I'll be interested to hear why epoll and kqueue are so very different. Strikes me that both are quite similar: you attach waitobject-specific events to fds, and then wait on the waitobject until one of the events occurs. Much like one another, and not much like select/poll!
And seems like both are quite different from IOCP too... kqueue_qos aside, you get the readiness state(s) and then do the operation(s) that look likely to be possible. So from this viewpoint epoll/kqueue/poll/select are actually basically the same - in contrast to the IOCP approach of doing the operation and then getting a notification when it completes. kqueue/epoll vs select/poll then looks like a more efficient way of doing the same stuff (with improvements - e.g., because the OS has more information to hand in the kqueue/epoll case it probably has more opportunity to minimize multiple wakeups, etc.).
kqueue allows for batch updates on fds that are being polled for readiness. In addition, it has less hacky support for non-socket files such as timers, events, signals, and disk IO. Setup for all of these on epoll requires extra unique syscalls. I'm not sure I've even ever seen someone use epoll for disk IO (via AIO). Overalls, kqueue just seems like a more cohesive, unified async solution.
IOCP is the sensible way to do it. Unix, for a system where supposedly everything is a file, has a lot of very specific behaviors for "special" kinds of files.
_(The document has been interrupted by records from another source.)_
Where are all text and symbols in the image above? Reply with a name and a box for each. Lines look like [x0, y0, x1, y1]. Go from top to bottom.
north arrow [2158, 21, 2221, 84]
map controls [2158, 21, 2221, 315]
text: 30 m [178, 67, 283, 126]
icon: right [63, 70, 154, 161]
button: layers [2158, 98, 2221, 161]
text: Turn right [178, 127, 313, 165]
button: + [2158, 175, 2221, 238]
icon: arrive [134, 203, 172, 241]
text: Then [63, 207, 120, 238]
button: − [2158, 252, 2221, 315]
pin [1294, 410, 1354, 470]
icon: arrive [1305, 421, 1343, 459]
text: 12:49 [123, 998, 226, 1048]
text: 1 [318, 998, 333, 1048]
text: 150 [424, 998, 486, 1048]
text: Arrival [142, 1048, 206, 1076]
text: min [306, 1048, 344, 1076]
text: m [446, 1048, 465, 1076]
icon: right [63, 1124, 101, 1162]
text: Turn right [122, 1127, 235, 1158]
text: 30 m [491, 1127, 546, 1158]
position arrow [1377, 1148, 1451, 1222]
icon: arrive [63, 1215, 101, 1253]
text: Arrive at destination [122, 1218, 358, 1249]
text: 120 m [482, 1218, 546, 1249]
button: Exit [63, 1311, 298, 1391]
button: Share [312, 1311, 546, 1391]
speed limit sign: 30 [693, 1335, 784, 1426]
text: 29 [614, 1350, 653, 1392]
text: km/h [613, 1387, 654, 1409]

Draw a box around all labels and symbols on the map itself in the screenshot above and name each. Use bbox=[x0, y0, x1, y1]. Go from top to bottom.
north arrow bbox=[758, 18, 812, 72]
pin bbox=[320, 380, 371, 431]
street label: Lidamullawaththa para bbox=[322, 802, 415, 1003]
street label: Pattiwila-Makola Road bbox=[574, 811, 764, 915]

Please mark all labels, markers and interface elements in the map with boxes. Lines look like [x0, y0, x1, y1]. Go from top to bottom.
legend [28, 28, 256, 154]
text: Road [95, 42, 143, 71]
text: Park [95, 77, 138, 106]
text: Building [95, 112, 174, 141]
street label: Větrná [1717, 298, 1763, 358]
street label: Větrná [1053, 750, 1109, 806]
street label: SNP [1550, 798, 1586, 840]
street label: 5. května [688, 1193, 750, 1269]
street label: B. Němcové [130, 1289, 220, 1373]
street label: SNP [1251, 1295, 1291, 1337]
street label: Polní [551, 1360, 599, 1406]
In contrast IOCP lets you treat all async operations from timers to sockets to disk the same way and the thread pool does a decent job of scaling too.
I've used both programming models, and I find "can I read/write this fd" much more intuitive and versatile than "try to do it and let me know when actually done". In particular, you can use many different models to distribute and parallelize work with poll/epoll.
Also, poll/epoll get even more versatile with current Linux systems, which take "everything is a file" much further with signalfd, timerfd, and eventfd.
The problem with IOCP is that it is more memory intensive as all memory for outstanding operations must be pre-allocated. With the readiness model, you can use pools of memory instead for dramatically less overall memory usage. There is a hack to use 1B reads with IOCP to get around this, but it doesn't feel very clean.
And seems like both are quite different from IOCP too... kqueue_qos aside, you get the readiness state(s) and then do the operation(s) that look likely to be possible. So from this viewpoint epoll/kqueue/poll/select are actually basically the same - in contrast to the IOCP approach of doing the operation and then getting a notification when it completes. kqueue/epoll vs select/poll then looks like a more efficient way of doing the same stuff (with improvements - e.g., because the OS has more information to hand in the kqueue/epoll case it probably has more opportunity to minimize multiple wakeups, etc.).